- Opening Delimiter -
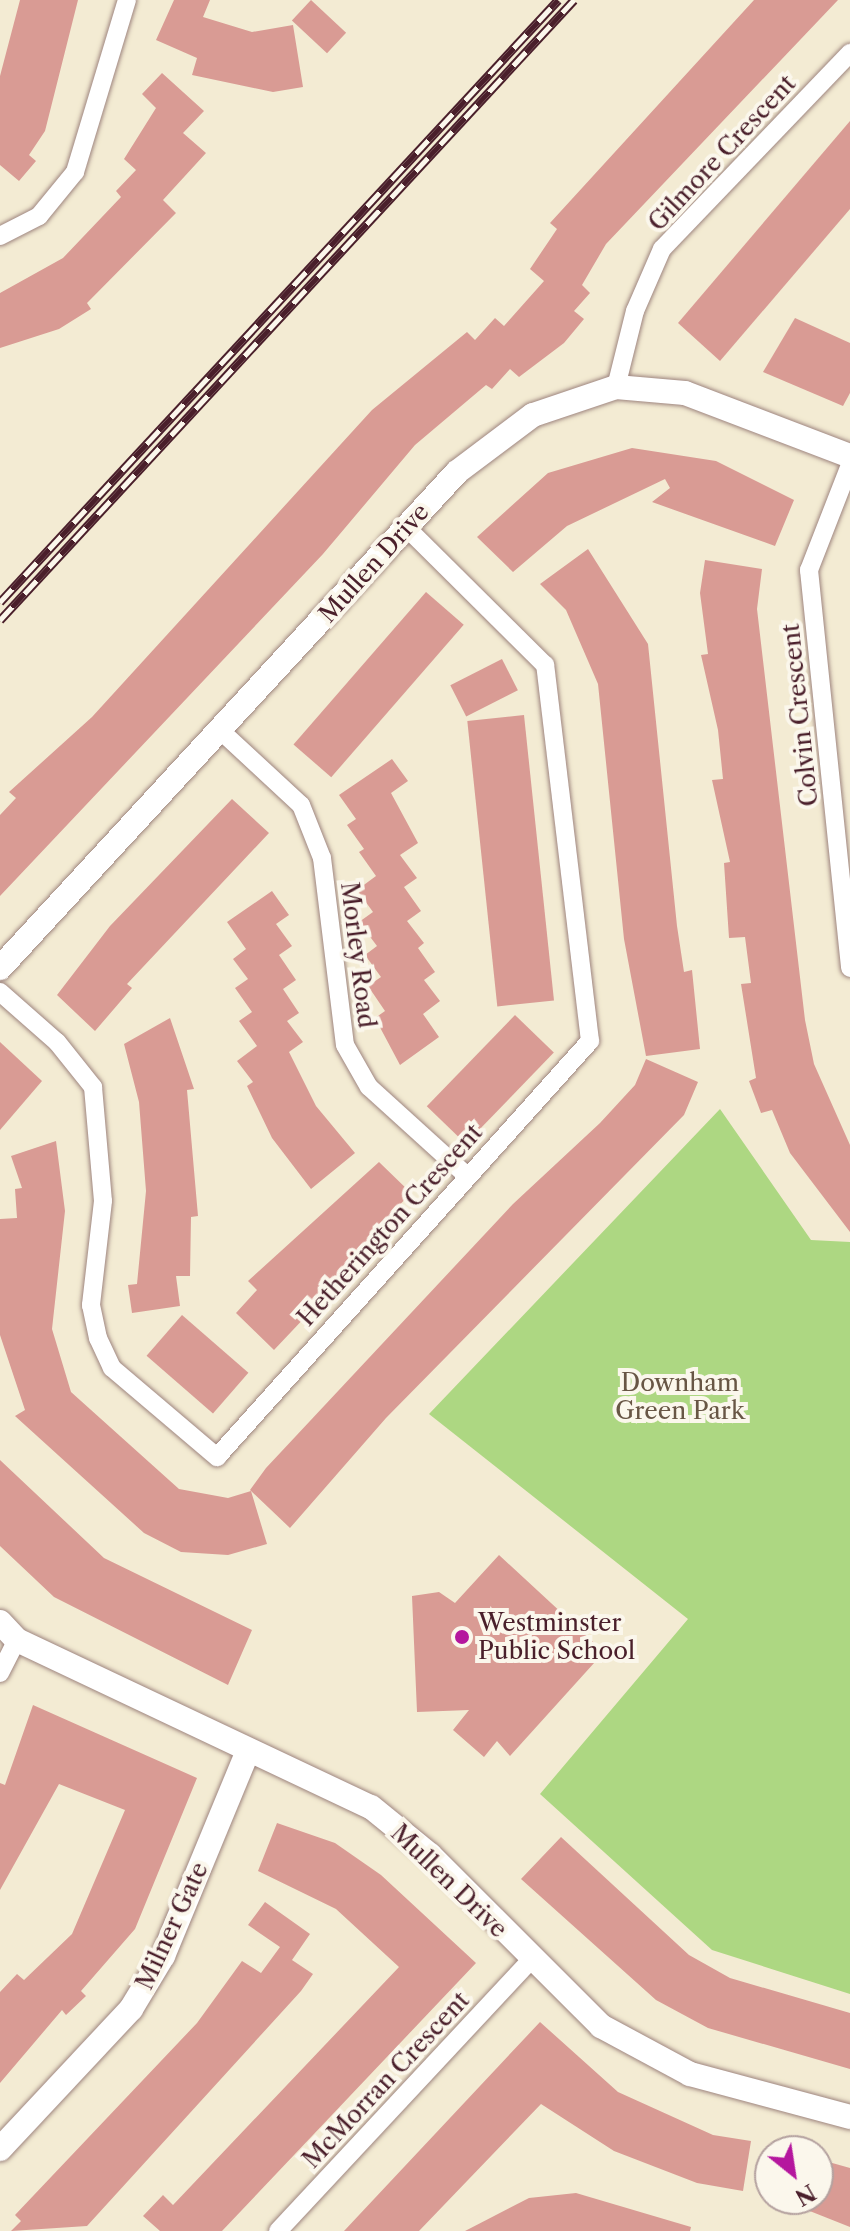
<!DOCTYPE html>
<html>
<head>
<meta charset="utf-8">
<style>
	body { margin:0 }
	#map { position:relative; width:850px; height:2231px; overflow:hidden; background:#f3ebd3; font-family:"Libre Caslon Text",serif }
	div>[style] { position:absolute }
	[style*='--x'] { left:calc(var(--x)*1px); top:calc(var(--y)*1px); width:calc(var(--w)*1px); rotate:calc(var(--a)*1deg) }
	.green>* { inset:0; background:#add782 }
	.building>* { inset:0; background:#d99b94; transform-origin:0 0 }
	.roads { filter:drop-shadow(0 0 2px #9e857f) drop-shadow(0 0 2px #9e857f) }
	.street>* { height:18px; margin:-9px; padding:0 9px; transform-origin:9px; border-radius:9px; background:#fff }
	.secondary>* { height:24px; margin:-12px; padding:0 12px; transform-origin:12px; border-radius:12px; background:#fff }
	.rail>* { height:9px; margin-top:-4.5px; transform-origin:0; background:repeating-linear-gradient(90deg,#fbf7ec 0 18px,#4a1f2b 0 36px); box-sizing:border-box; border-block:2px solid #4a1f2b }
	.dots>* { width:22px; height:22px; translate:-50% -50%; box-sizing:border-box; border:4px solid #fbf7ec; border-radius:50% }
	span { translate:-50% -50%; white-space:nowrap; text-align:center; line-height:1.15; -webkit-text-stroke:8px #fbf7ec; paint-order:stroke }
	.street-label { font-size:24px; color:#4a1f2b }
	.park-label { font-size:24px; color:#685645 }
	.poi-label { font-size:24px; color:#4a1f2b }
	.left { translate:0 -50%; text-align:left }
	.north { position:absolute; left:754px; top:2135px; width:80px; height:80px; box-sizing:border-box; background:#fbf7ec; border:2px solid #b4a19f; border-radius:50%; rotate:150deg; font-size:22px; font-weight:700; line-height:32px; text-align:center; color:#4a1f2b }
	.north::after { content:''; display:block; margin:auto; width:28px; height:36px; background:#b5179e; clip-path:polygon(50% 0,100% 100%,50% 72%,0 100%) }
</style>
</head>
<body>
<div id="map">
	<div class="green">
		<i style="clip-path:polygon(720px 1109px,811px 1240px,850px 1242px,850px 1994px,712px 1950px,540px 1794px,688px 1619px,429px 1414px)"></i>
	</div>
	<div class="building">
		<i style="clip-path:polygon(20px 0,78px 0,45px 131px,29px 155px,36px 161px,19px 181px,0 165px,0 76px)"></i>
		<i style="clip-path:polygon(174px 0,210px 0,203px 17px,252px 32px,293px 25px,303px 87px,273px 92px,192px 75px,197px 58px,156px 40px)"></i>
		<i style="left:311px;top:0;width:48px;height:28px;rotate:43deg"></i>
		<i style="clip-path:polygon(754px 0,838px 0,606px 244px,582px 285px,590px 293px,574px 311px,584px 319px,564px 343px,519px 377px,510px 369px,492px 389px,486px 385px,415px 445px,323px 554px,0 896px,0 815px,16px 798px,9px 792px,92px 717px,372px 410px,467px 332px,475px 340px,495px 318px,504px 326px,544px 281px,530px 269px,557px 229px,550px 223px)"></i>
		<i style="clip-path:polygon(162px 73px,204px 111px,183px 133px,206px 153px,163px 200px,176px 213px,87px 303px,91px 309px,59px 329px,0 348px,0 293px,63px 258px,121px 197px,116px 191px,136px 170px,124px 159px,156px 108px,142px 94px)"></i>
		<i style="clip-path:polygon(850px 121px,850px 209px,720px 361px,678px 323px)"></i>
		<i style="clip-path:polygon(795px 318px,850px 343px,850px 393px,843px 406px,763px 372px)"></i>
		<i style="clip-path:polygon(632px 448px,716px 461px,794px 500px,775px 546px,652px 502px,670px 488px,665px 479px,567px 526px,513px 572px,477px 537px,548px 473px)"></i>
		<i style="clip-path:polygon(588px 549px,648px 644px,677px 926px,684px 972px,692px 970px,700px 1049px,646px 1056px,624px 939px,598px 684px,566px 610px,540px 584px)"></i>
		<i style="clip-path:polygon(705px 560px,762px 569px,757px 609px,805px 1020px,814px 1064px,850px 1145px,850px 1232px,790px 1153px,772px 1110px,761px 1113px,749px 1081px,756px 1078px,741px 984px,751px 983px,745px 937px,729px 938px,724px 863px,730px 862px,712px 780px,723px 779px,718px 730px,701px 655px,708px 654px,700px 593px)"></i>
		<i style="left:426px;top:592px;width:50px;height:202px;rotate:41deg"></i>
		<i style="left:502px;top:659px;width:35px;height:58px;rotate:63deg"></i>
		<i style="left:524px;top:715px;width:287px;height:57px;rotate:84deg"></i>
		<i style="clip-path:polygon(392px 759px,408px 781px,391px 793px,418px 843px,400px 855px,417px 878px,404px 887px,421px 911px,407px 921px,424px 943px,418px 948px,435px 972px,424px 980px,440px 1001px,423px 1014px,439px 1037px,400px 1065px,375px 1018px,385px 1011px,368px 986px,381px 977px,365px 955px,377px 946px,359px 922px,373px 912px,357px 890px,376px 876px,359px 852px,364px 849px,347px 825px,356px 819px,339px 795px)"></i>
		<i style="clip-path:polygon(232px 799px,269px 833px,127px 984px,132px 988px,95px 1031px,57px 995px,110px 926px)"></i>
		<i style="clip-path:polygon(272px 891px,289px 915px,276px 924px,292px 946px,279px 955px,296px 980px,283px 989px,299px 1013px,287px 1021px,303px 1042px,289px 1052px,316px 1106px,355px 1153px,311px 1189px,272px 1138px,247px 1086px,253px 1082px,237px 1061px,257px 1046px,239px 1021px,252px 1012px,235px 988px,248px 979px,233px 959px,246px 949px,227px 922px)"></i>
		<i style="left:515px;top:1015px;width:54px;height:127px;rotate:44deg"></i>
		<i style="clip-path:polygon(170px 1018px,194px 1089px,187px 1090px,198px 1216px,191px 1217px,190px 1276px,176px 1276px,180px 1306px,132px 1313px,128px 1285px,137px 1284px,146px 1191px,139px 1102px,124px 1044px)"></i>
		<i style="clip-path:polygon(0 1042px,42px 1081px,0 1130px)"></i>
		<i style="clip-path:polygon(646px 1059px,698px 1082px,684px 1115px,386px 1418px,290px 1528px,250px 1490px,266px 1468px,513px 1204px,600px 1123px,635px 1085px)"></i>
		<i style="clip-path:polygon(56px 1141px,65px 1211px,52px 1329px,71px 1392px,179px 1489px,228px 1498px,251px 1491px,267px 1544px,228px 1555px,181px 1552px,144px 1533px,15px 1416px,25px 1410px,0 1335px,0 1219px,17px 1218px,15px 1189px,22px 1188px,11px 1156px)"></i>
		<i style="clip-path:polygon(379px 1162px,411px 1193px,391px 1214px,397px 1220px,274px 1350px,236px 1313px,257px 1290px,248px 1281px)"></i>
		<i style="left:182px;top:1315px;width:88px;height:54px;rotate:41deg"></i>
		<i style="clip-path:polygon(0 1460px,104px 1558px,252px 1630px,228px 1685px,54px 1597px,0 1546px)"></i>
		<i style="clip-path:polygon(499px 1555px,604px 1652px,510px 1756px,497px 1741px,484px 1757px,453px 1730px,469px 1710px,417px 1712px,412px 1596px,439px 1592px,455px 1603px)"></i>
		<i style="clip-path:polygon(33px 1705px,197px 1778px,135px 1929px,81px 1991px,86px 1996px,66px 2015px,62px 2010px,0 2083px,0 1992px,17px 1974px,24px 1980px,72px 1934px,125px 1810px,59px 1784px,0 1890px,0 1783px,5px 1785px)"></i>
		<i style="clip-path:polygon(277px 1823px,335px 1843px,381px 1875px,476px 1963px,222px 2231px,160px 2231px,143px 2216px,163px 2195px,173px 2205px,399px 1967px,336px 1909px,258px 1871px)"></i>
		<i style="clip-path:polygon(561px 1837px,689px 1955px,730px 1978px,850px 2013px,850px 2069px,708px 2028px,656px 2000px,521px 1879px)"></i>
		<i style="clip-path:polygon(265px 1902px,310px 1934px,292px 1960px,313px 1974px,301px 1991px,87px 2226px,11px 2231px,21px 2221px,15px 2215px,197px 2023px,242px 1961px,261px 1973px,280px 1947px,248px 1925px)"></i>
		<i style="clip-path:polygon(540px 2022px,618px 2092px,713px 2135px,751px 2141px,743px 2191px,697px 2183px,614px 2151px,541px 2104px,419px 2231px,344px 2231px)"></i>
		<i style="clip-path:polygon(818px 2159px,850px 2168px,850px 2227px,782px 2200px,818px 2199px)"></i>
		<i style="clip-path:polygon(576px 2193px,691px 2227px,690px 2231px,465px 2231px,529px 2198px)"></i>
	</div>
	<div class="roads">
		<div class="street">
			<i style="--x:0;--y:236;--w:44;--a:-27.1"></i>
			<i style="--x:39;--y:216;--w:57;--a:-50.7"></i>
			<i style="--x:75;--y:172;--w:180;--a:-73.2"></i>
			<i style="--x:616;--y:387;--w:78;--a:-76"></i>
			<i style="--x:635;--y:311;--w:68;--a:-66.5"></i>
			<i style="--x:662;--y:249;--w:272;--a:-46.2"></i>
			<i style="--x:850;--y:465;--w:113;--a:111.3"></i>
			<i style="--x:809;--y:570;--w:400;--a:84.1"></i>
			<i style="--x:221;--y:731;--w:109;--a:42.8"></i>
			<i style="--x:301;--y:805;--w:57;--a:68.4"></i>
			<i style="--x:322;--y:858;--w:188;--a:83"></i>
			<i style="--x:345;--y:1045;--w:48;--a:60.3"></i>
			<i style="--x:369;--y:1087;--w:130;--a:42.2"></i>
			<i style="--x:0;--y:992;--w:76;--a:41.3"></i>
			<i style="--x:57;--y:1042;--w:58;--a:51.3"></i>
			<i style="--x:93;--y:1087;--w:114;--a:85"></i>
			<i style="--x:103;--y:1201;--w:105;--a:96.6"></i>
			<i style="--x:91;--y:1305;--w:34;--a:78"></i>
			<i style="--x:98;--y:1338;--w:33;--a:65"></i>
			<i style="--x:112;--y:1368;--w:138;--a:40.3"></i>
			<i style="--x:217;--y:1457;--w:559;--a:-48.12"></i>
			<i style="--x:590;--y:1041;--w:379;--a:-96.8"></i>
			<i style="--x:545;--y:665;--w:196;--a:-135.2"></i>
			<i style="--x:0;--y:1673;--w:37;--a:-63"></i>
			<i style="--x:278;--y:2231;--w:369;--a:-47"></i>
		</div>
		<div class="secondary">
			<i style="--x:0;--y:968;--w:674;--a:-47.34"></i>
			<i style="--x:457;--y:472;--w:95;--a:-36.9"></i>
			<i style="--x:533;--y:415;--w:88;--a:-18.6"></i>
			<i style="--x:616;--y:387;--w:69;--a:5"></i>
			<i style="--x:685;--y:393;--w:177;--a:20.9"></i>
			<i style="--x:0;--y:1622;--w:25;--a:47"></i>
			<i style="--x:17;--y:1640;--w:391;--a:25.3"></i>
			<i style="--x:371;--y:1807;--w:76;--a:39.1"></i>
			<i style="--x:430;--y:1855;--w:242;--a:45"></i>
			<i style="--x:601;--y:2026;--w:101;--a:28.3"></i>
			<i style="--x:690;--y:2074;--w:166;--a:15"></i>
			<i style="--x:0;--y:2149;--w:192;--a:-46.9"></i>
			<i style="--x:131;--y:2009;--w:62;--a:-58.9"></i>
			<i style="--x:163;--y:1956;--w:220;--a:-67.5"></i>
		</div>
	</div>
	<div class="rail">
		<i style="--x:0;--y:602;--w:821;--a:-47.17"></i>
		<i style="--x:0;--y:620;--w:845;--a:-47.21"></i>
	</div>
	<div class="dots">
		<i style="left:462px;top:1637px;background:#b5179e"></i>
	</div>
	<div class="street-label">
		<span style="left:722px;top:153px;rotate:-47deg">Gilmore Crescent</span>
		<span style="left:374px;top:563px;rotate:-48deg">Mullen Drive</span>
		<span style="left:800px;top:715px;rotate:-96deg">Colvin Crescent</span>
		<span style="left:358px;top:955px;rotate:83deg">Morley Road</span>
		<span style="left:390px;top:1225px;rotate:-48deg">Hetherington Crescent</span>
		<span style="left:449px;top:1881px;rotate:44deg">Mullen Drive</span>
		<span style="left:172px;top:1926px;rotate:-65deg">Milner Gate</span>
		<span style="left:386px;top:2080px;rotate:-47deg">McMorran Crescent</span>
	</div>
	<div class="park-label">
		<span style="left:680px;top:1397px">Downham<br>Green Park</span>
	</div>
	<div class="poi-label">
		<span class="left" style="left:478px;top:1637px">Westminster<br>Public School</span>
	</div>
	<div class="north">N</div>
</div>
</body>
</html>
- Closing Delimiter -
Problem to work on:
Print exactly the lines running from the start of the entries above to the line with "filter:drop-shadow(0 0 2px", both included; leave out any pictures.

Written answer:
<!DOCTYPE html>
<html>
<head>
<meta charset="utf-8">
<style>
	body { margin:0 }
	#map { position:relative; width:850px; height:2231px; overflow:hidden; background:#f3ebd3; font-family:"Libre Caslon Text",serif }
	div>[style] { position:absolute }
	[style*='--x'] { left:calc(var(--x)*1px); top:calc(var(--y)*1px); width:calc(var(--w)*1px); rotate:calc(var(--a)*1deg) }
	.green>* { inset:0; background:#add782 }
	.building>* { inset:0; background:#d99b94; transform-origin:0 0 }
	.roads { filter:drop-shadow(0 0 2px #9e857f) drop-shadow(0 0 2px #9e857f) }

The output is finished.